• Your assignment:
Retype only what runs from the beginning of the data through the line with "context.setLineDash(dash || []);"; please omit the pictures and keep every line exact.
Input material START
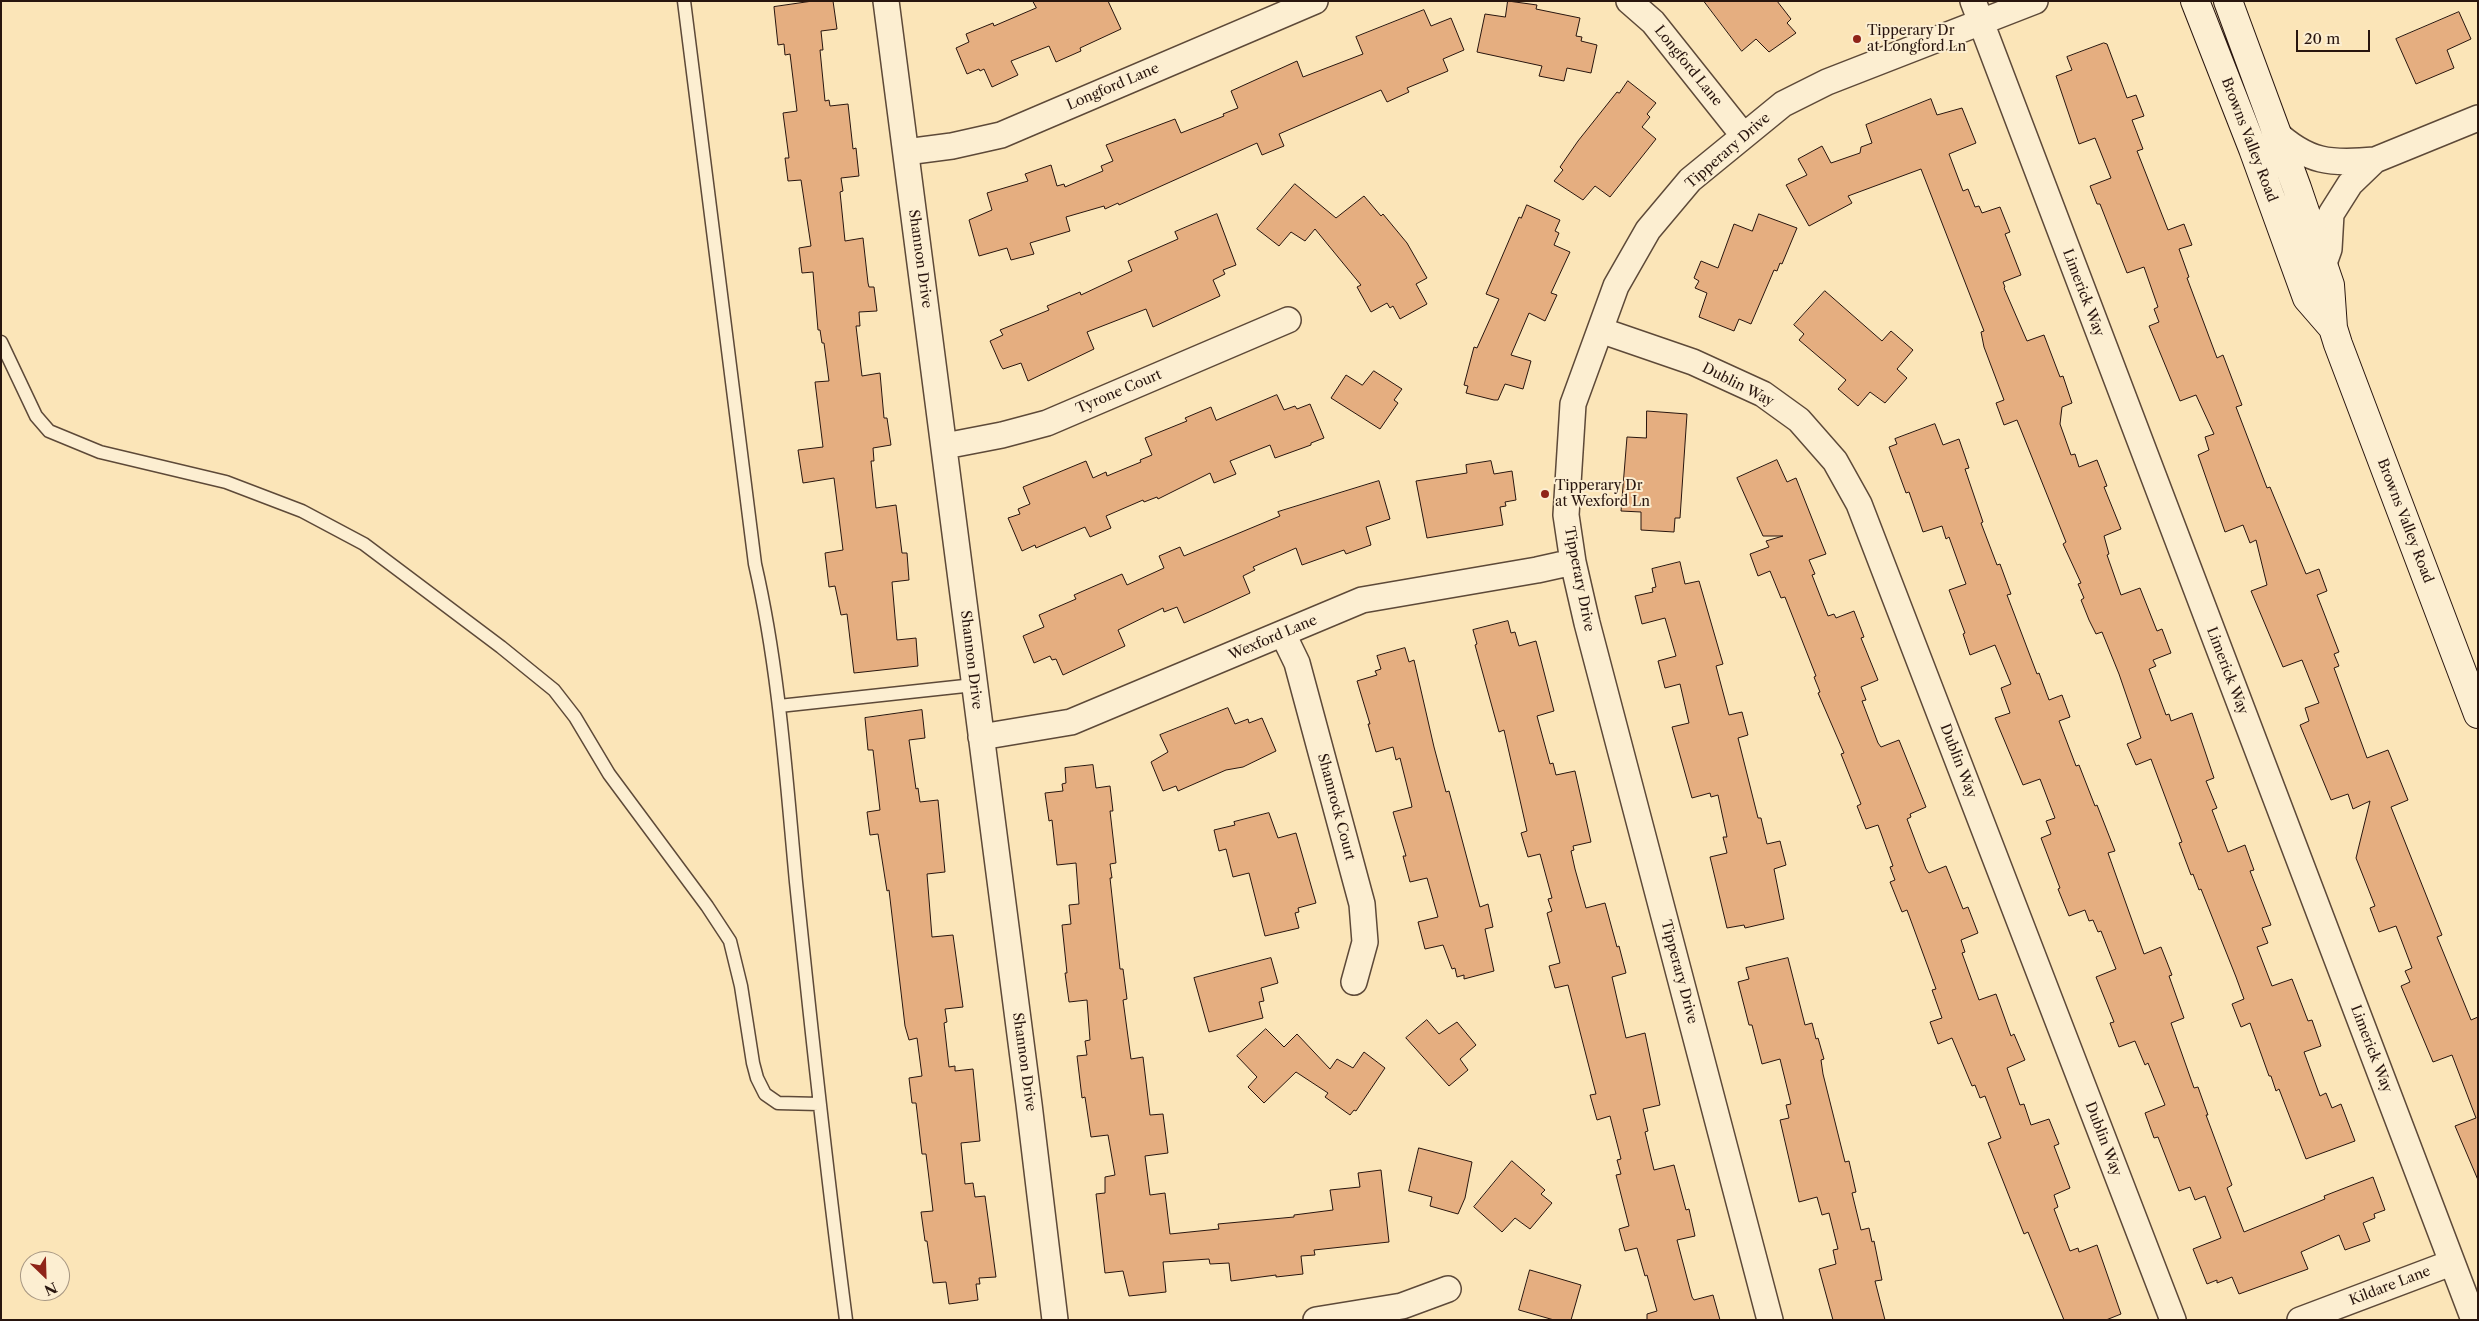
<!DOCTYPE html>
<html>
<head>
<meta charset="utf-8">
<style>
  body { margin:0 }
  #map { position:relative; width:2479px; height:1321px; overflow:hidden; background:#fbe5b8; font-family:"Libre Caslon Text",serif }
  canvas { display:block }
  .frame { position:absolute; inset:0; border:2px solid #28150e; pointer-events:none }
  .north { position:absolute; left:20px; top:1251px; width:50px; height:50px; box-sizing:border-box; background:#fceed1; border:1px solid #a79783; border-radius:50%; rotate:156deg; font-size:14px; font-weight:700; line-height:20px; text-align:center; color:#28150e }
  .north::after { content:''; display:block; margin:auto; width:18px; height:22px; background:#8f2418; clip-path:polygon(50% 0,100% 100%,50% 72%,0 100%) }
  .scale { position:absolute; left:2296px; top:30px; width:74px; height:22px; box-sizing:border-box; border:2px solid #28150e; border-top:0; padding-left:6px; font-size:15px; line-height:18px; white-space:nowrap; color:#28150e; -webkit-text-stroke:4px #fceed1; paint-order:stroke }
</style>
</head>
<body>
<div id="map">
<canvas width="2479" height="1321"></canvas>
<div class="frame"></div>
<div class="north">N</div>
<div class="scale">20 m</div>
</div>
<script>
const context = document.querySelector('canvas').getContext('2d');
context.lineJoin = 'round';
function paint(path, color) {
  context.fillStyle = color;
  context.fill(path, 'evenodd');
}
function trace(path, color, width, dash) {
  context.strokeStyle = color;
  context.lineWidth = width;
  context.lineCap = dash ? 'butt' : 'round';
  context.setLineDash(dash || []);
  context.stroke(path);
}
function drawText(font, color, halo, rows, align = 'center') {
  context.font = font + ' "Libre Caslon Text",serif';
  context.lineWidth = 4;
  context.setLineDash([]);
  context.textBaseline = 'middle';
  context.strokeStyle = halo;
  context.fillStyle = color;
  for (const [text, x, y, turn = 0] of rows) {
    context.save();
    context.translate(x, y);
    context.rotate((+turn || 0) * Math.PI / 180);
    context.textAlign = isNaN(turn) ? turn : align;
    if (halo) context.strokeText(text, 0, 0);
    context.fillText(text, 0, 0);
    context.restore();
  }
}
const building = new Path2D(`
  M813 1H833L837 29 821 31 823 50H820L825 101 829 100 830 106 848 104 853 149 856 148 859 176 841 178 843 191 840 192 845 241 863 238 868 283 869 287H874L877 311 859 312 860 326H856L862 376 880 373 884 418H887L891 445 873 448 874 461H871L876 508 896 505 902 553H907L909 580 892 582 897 640 916 638 918 666 854 673 847 614 841 615 835 586 829 587 825 553 843 550 834 478 803 483 798 450 823 447 815 382 829 381 824 343H822L820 330H818L813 272 802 273 799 248 811 246 801 180 788 181 785 158H789L783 113 797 111 790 54 785 55 784 44 778 45 774 7Z
  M1033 1H1108L1121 29 1080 48 1081 51 1056 62 1049 46 1011 61 1018 75 992 87 984 69 980 71 979 69 967 74 956 48 969 42 966 34 993 23 994 26 1036 8Z
  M1508 1 1537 5 1536 9 1580 18 1576 36 1582 37 1581 41 1597 45 1591 73 1567 68 1564 81 1539 76 1542 66 1477 52 1485 14 1505 17Z
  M1704 1H1777L1791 19 1787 23 1796 33 1769 52 1756 39 1742 51Z
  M1424 10 1431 26 1451 18 1464 50 1443 59 1448 71 1407 88 1409 92 1387 102 1381 90 1279 134 1284 146 1262 155 1257 143 1119 205 1118 203 1105 209 1104 206 1066 217 1070 231 1030 243 1034 254 1011 260 1007 248 979 256 969 220 992 210 987 193 1028 181 1025 174 1051 165 1057 186 1064 184 1065 187 1103 171 1101 166 1113 161 1106 145 1175 119 1181 133 1224 116 1223 114 1238 108 1231 91 1297 61 1303 77 1363 54 1356 37Z
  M2459 12 2471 39 2447 50 2454 68 2416 84 2396 39Z
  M2104 43 2107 44 2127 98 2136 95 2144 116 2132 120 2143 149 2137 151 2168 230 2184 224 2192 245 2179 249 2189 277 2187 278 2217 358 2223 355 2242 405 2236 407 2267 488 2270 487 2306 574 2319 569 2327 591 2317 595 2339 652 2334 654 2339 666 2334 668 2367 758 2388 750 2408 800 2391 807 2442 935 2437 937 2471 1020 2478 1017V1180L2455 1126 2476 1118 2452 1055 2433 1062 2401 986 2410 982 2405 971 2412 968 2396 926 2379 932 2370 908 2375 906 2356 858 2370 801 2353 809 2348 794 2331 800 2300 725 2309 721 2305 708 2319 703 2302 660 2283 667 2251 591 2267 585 2256 540 2250 543 2243 525 2225 532 2198 455 2209 450 2205 437 2214 434 2196 395 2180 401 2149 326 2159 322 2154 309 2158 307 2144 267 2127 273 2100 204H2097L2090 186 2111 178 2095 138 2079 144 2056 76 2072 70 2067 57Z
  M1628 81 1656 103 1647 114 1650 117 1642 127 1656 139 1610 197 1595 186 1583 200 1554 181 1563 170 1560 167 1578 141 1617 92 1619 93Z
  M1931 99 1937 115 1962 108 1976 143 1949 154 1963 191 1968 189 1975 207 1979 206 1982 213 2000 207 2010 232 2005 234 2021 275 2003 282 2005 287 2004 288 2027 341 2044 335 2060 377 2063 376 2072 403 2062 407 2060 424 2071 455 2075 454 2079 467 2097 460 2107 486 2104 487 2121 529 2104 536 2109 554 2107 555 2121 595 2140 588 2157 631 2162 629 2171 653 2153 660 2156 666 2149 669 2166 715 2169 714 2171 721 2192 713 2214 778 2206 781 2217 808 2212 810 2228 852 2245 845 2254 870 2250 871 2271 925 2262 928 2268 943 2257 947 2272 986 2292 979 2308 1021 2312 1020 2321 1046 2304 1052 2320 1096 2326 1093 2332 1108 2341 1104 2355 1141 2306 1159 2279 1089 2276 1091 2271 1076H2269L2250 1023 2241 1027 2232 1004 2244 999 2236 977 2201 889 2199 890 2193 874 2191 875 2179 843 2182 842 2151 759 2136 765 2127 744 2141 738 2119 674 2102 632 2096 634 2089 620 2081 600 2084 598 2078 584 2081 583 2063 544 2066 542 2017 420 2004 425 1996 403 2004 400 1984 347 1981 332 1984 331 1921 169 1848 196 1852 203 1809 226 1786 185 1807 175 1798 159 1822 146 1831 163 1860 153 1861 147 1872 143 1866 125Z
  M1295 184 1336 218 1364 196 1381 216 1383 214 1407 243 1427 278 1416 284 1427 304 1400 319 1393 306 1390 308 1387 303 1371 312 1357 287 1361 285 1315 229 1305 241 1291 232 1279 246 1257 229Z
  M1527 205 1560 220 1555 231 1559 233 1554 245 1570 252 1551 293 1557 295 1545 321 1529 313 1511 355 1531 361 1523 389 1505 384 1498 400H1494L1466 393 1468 386 1464 385 1474 347 1477 348 1499 299 1486 294 1519 217 1521 218Z
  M1217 214 1236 265 1223 270 1225 274 1213 280 1220 296 1153 327 1146 309 1087 332 1094 349 1028 381 1021 363 1003 369 1001 366 990 341 1003 335 1000 330 1049 310 1047 306 1080 292 1081 295 1132 271 1128 261 1178 239 1175 232Z
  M1759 214 1797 228 1782 264 1780 263 1777 271 1774 270 1751 324 1739 319 1734 331 1699 317 1707 293 1695 288 1699 281 1694 278 1701 261 1718 268 1734 224 1752 231Z
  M1825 291 1882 341 1891 331 1913 350 1897 369 1907 378 1885 403 1870 392 1858 406 1838 389 1846 380 1799 340 1804 334 1794 325Z
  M1374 371 1402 389 1394 400 1398 403 1380 429 1331 398 1346 375 1362 385Z
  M1277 395 1284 410 1295 406 1297 409 1310 404 1324 438 1311 443V445L1275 458 1270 445 1230 461 1236 474 1214 483 1210 473 1158 499 1157 497 1144 502 1143 500 1106 516 1111 528 1090 537 1085 527 1036 548 1035 545 1022 551 1008 518 1020 514 1018 509 1030 504 1023 487 1086 461 1093 478 1106 472 1107 476 1141 462 1140 460 1152 455 1145 438 1187 421 1185 418 1211 407 1216 420Z
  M1647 411 1687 414 1680 518H1675L1674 532 1641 530V512L1621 511 1627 437 1646 438Z
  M1935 424 1943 445 1959 439 1969 468 1965 469 1983 522 1981 523 1997 565 2000 564 2011 594 2007 595 2037 674 2039 673 2049 700 2062 695 2070 717 2059 721 2076 766 2079 765 2095 806 2097 805 2115 851 2108 853 2144 954 2161 947 2172 975 2169 976 2184 1018 2171 1023 2194 1088 2198 1087 2208 1115H2206L2232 1185 2227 1188 2244 1232 2325 1199 2324 1196 2373 1177 2385 1210 2374 1214 2375 1218 2363 1223 2370 1241 2345 1250 2339 1235 2301 1252 2308 1269 2239 1294 2232 1277 2217 1283V1280L2207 1284 2193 1249 2221 1238 2205 1196 2195 1200 2190 1187 2179 1191 2158 1137 2154 1138 2145 1113 2165 1105 2148 1063 2145 1065 2135 1041 2119 1047 2110 1023 2114 1022 2096 977 2116 969 2101 931 2098 932 2093 920 2089 921 2085 910 2069 916 2058 889 2060 888 2041 838 2051 834 2046 821 2055 818 2040 779 2023 785 1995 718 2010 713 2001 688 2011 684 1995 645 1970 655 1963 634 1965 633 1949 590 1966 584 1949 537 1946 539 1942 526 1923 532 1909 492 1906 493 1889 447 1897 444 1895 439Z
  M1777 460 1787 482 1796 478 1826 554 1809 560 1815 574 1812 575 1828 616 1834 614 1836 618 1854 611 1864 637 1861 638 1878 680 1861 687 1866 700 1862 701 1878 743 1881 747 1899 740 1926 807 1910 814 1911 817 1907 819 1926 869 1929 873 1946 866 1963 909 1968 907 1978 933 1961 940 1965 952 1962 953 1979 1000 1996 994 2011 1036 2014 1034 2025 1060 2007 1068 2020 1105 2024 1104 2031 1125 2049 1119 2059 1144 2054 1146 2070 1188 2054 1195 2058 1207 2054 1209 2070 1251 2078 1248 2079 1252 2097 1245 2121 1314 2106 1320H2064L2028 1232 2024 1234 1988 1143 2001 1138 1985 1096 1980 1098 1975 1085 1972 1086 1952 1038 1938 1044 1930 1022 1942 1018 1932 990 1936 989 1907 910 1902 912 1890 882 1895 880 1890 867 1893 866 1878 825 1866 829 1857 806 1861 804 1841 754 1844 753 1818 693 1820 692 1814 677 1816 676 1785 597 1781 598 1770 571 1758 576 1750 554 1769 547 1766 541 1783 536H1763L1737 478Z
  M1491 461 1494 474 1512 471 1516 500 1505 502 1506 506 1500 507 1503 525 1427 538 1416 481 1467 473 1466 465Z
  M1379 481 1390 519 1366 527 1371 545 1346 554 1344 550 1302 565 1296 548 1253 567 1255 570 1243 576 1250 593 1209 612 1184 623 1177 607 1164 612 1163 608 1118 630 1125 646 1063 675 1056 659 1052 660 1050 656 1034 663 1023 636 1044 627 1039 615 1076 599 1074 595 1122 574 1127 585 1164 568 1159 556 1180 547 1184 556 1280 516 1278 512Z
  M1680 562 1685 584 1699 581 1723 664 1716 666 1729 715 1742 712 1748 735 1738 738 1758 818H1761L1767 844 1780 841 1786 865 1774 869 1784 919 1745 928 1744 925 1727 928 1710 857 1727 853 1723 837H1727L1718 795 1711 797 1710 793 1692 798 1672 727 1689 723 1680 684 1665 688 1658 661 1676 656 1665 618 1642 624 1635 596 1653 592 1652 588 1656 587 1652 569Z
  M1508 621 1511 633 1515 632 1519 646 1536 641 1554 711 1537 716 1550 764 1553 763 1556 775 1575 771 1591 842 1573 846 1574 850 1571 851 1575 869 1586 908 1605 903 1617 947 1619 946 1626 973 1612 977 1626 1038 1645 1033 1660 1105 1643 1109 1648 1131 1645 1132 1654 1170 1674 1165 1686 1210 1689 1209 1695 1236 1677 1240 1692 1297 1694 1300 1713 1295 1720 1320H1647V1314L1657 1311 1647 1275 1645 1276 1637 1248 1625 1251 1619 1229 1629 1226 1616 1175 1621 1174 1617 1160 1621 1159 1610 1116 1597 1120 1590 1095 1596 1094 1568 985 1555 988 1549 966 1560 963 1547 913 1552 911 1548 899 1552 898 1540 854 1528 857 1521 833 1527 831 1504 730 1499 732 1475 645 1477 644 1473 630Z
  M1405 648 1409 662 1414 660 1434 747 1446 792 1449 791 1480 907 1488 904 1493 927 1485 929 1494 971 1464 979V975L1457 977 1455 968 1452 969 1443 945 1425 949 1418 922 1438 917 1427 878 1410 882 1403 856H1406L1393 812 1412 807 1411 802 1400 758 1396 760 1393 747 1376 752 1368 724H1370L1357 681 1377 675 1375 671 1381 669 1377 656Z
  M1228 708 1235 724 1248 719 1249 723 1262 718 1276 751 1243 767 1226 770 1178 791 1176 786 1163 791 1151 762 1168 752 1160 735Z
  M922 710 925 738 909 740 916 789 918 788 920 802 938 800 945 872 927 874 932 937 953 935 963 1007 945 1009 947 1022 944 1023 949 1067 955 1066V1071L973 1069 980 1141 961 1143 965 1184 973 1183 975 1197 985 1196 996 1277 979 1278 980 1284H976L978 1300 949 1304 946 1282 933 1283 927 1241H925L921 1212 933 1211 926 1154H922L916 1103H912L909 1078 922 1076 917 1038 909 1040 905 1026 889 890 887 891 878 834 870 835 867 812 880 810 873 750H868L865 718Z
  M1093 765 1096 788 1110 786 1113 811H1110L1116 863 1110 864 1112 878H1110L1120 969H1123L1127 999 1123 1000 1131 1059 1143 1057 1150 1115 1163 1114 1168 1153 1145 1156 1150 1195 1165 1193 1170 1234 1219 1229 1218 1224 1294 1217V1215L1333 1210 1330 1190 1360 1187 1358 1173 1381 1170 1389 1242 1314 1250 1315 1255 1301 1256 1303 1274 1276 1277V1275L1231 1281 1229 1263 1210 1264 1209 1259 1163 1262 1166 1292 1129 1296 1123 1271 1105 1273 1096 1194 1105 1193V1177L1115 1175 1108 1135 1091 1137 1085 1097 1082 1098 1077 1056 1087 1055 1085 1041 1090 1040 1087 1000 1069 1002 1065 973H1067L1062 925 1071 924 1069 905 1079 904 1076 863 1057 865 1052 820 1049 821 1045 793 1063 791 1062 784 1066 783 1065 768Z
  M1269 813 1278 838 1296 833 1316 903 1298 908 1299 912 1295 913 1299 928 1265 936 1249 873 1233 877 1226 849 1219 851 1214 830 1235 825 1234 822Z
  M1271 958 1278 983 1261 988 1264 1001 1259 1002 1263 1018 1209 1032 1194 978Z
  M1788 958 1805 1025 1812 1023 1816 1039 1818 1038 1824 1059 1821 1060 1823 1074 1845 1162 1849 1161 1856 1192 1852 1193 1861 1230 1869 1228 1872 1242 1874 1241 1882 1280 1875 1281 1885 1320H1833L1819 1269 1836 1264 1833 1250 1838 1249 1829 1213 1822 1215 1817 1197 1799 1202 1780 1120 1789 1118 1786 1105 1791 1104 1780 1059 1762 1064 1752 1025H1749L1738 982 1749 979 1746 968Z
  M1427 1020 1439 1034 1457 1022 1476 1045 1460 1059 1468 1070 1449 1086 1406 1038Z
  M1266 1029 1284 1047 1297 1034 1330 1069 1337 1059 1353 1068 1364 1052 1385 1068 1356 1111 1354 1110 1350 1115 1325 1097 1328 1093 1296 1072 1264 1103 1248 1087 1257 1077 1237 1056Z
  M1419 1148 1472 1162 1465 1198 1458 1214 1430 1206 1432 1197 1409 1191Z
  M1512 1161 1545 1190 1541 1194 1552 1203 1530 1229 1515 1218 1502 1232 1474 1207Z
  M1530 1270 1581 1285 1571 1320H1554L1519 1310Z`);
paint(building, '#e5ae80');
trace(building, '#28150e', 1);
const lane = new Path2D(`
  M684 1 755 564C779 668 786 776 796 882 811 1028 827 1174 846 1320
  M1 342 36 416 49 431 100 452 226 482 302 511 364 544 501 647 554 690 575 717 609 774 707 906 730 941 741 986 753 1063 757 1078 765 1094 778 1103 819 1104
  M779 706 974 685`);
const street = new Path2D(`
  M886 1 1029 1104 1055 1320
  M1629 1 1653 22 1743 135
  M1973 1 2474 1320
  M2274 131C2308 163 2331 164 2375 160
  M906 152 952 146 1001 135 1315 1
  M2323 266 2329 249 2331 214 2350 184 2375 160 2478 118
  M1600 330 1693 362 1763 394 1799 420 1835 461 1859 504 2173 1320
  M945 446 1002 435 1047 423 1288 320
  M1283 634 1297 663 1362 904 1365 942 1354 982
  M981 737 1071 722 1362 600 1537 570 1573 562
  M1316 1320 1402 1306 1448 1289
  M1770 1320 1587 623 1573 562 1566 515 1573 404 1616 286 1648 230 1690 180 1783 104 1827 82 2035 1
  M2300 1320 2451 1263`);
const secondary = new Path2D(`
  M2195 1 2253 149 2307 298 2333 328
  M2228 1 2297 188 2330 285 2333 328 2338 344 2478 714`);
trace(lane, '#5d4938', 15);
trace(street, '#5d4938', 28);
trace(secondary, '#28150e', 30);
trace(lane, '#fceed1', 12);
trace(street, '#fceed1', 25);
trace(secondary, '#fceed1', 28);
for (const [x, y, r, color] of [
  [1857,39,5,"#8f2418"],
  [1545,494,5,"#8f2418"]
]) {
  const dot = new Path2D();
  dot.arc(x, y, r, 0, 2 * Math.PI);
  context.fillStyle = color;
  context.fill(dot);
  trace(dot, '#fceed1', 2);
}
drawText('14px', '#28150e', '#fceed1', [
  ["Tipperary Dr",1867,31],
  ["at Longford Ln",1867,47],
  ["Tipperary Dr",1555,486],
  ["at Wexford Ln",1555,502]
], 'left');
drawText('14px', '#28150e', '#fceed1', [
  ["Longford Lane",1688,66,51],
  ["Longford Lane",1113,87,-23],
  ["Browns Valley Road",2249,140,69],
  ["Tipperary Drive",1728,151,-41],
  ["Shannon Drive",920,259,82],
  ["Limerick Way",2083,293,69],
  ["Dublin Way",1738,385,27],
  ["Tyrone Court",1119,392,-23],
  ["Browns Valley Road",2405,521,69],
  ["Tipperary Drive",1579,579,79],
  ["Wexford Lane",1273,638,-23],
  ["Shannon Drive",971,660,83],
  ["Limerick Way",2227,671,69],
  ["Dublin Way",1958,761,69],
  ["Shamrock Court",1336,807,75],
  ["Tipperary Drive",1679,972,75],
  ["Limerick Way",2371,1049,69],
  ["Shannon Drive",1024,1062,82],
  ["Dublin Way",2103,1139,69],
  ["Kildare Lane",2390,1286,-21]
]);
</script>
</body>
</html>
Input material END
• Answer for this exercise:
<!DOCTYPE html>
<html>
<head>
<meta charset="utf-8">
<style>
  body { margin:0 }
  #map { position:relative; width:2479px; height:1321px; overflow:hidden; background:#fbe5b8; font-family:"Libre Caslon Text",serif }
  canvas { display:block }
  .frame { position:absolute; inset:0; border:2px solid #28150e; pointer-events:none }
  .north { position:absolute; left:20px; top:1251px; width:50px; height:50px; box-sizing:border-box; background:#fceed1; border:1px solid #a79783; border-radius:50%; rotate:156deg; font-size:14px; font-weight:700; line-height:20px; text-align:center; color:#28150e }
  .north::after { content:''; display:block; margin:auto; width:18px; height:22px; background:#8f2418; clip-path:polygon(50% 0,100% 100%,50% 72%,0 100%) }
  .scale { position:absolute; left:2296px; top:30px; width:74px; height:22px; box-sizing:border-box; border:2px solid #28150e; border-top:0; padding-left:6px; font-size:15px; line-height:18px; white-space:nowrap; color:#28150e; -webkit-text-stroke:4px #fceed1; paint-order:stroke }
</style>
</head>
<body>
<div id="map">
<canvas width="2479" height="1321"></canvas>
<div class="frame"></div>
<div class="north">N</div>
<div class="scale">20 m</div>
</div>
<script>
const context = document.querySelector('canvas').getContext('2d');
context.lineJoin = 'round';
function paint(path, color) {
  context.fillStyle = color;
  context.fill(path, 'evenodd');
}
function trace(path, color, width, dash) {
  context.strokeStyle = color;
  context.lineWidth = width;
  context.lineCap = dash ? 'butt' : 'round';
  context.setLineDash(dash || []);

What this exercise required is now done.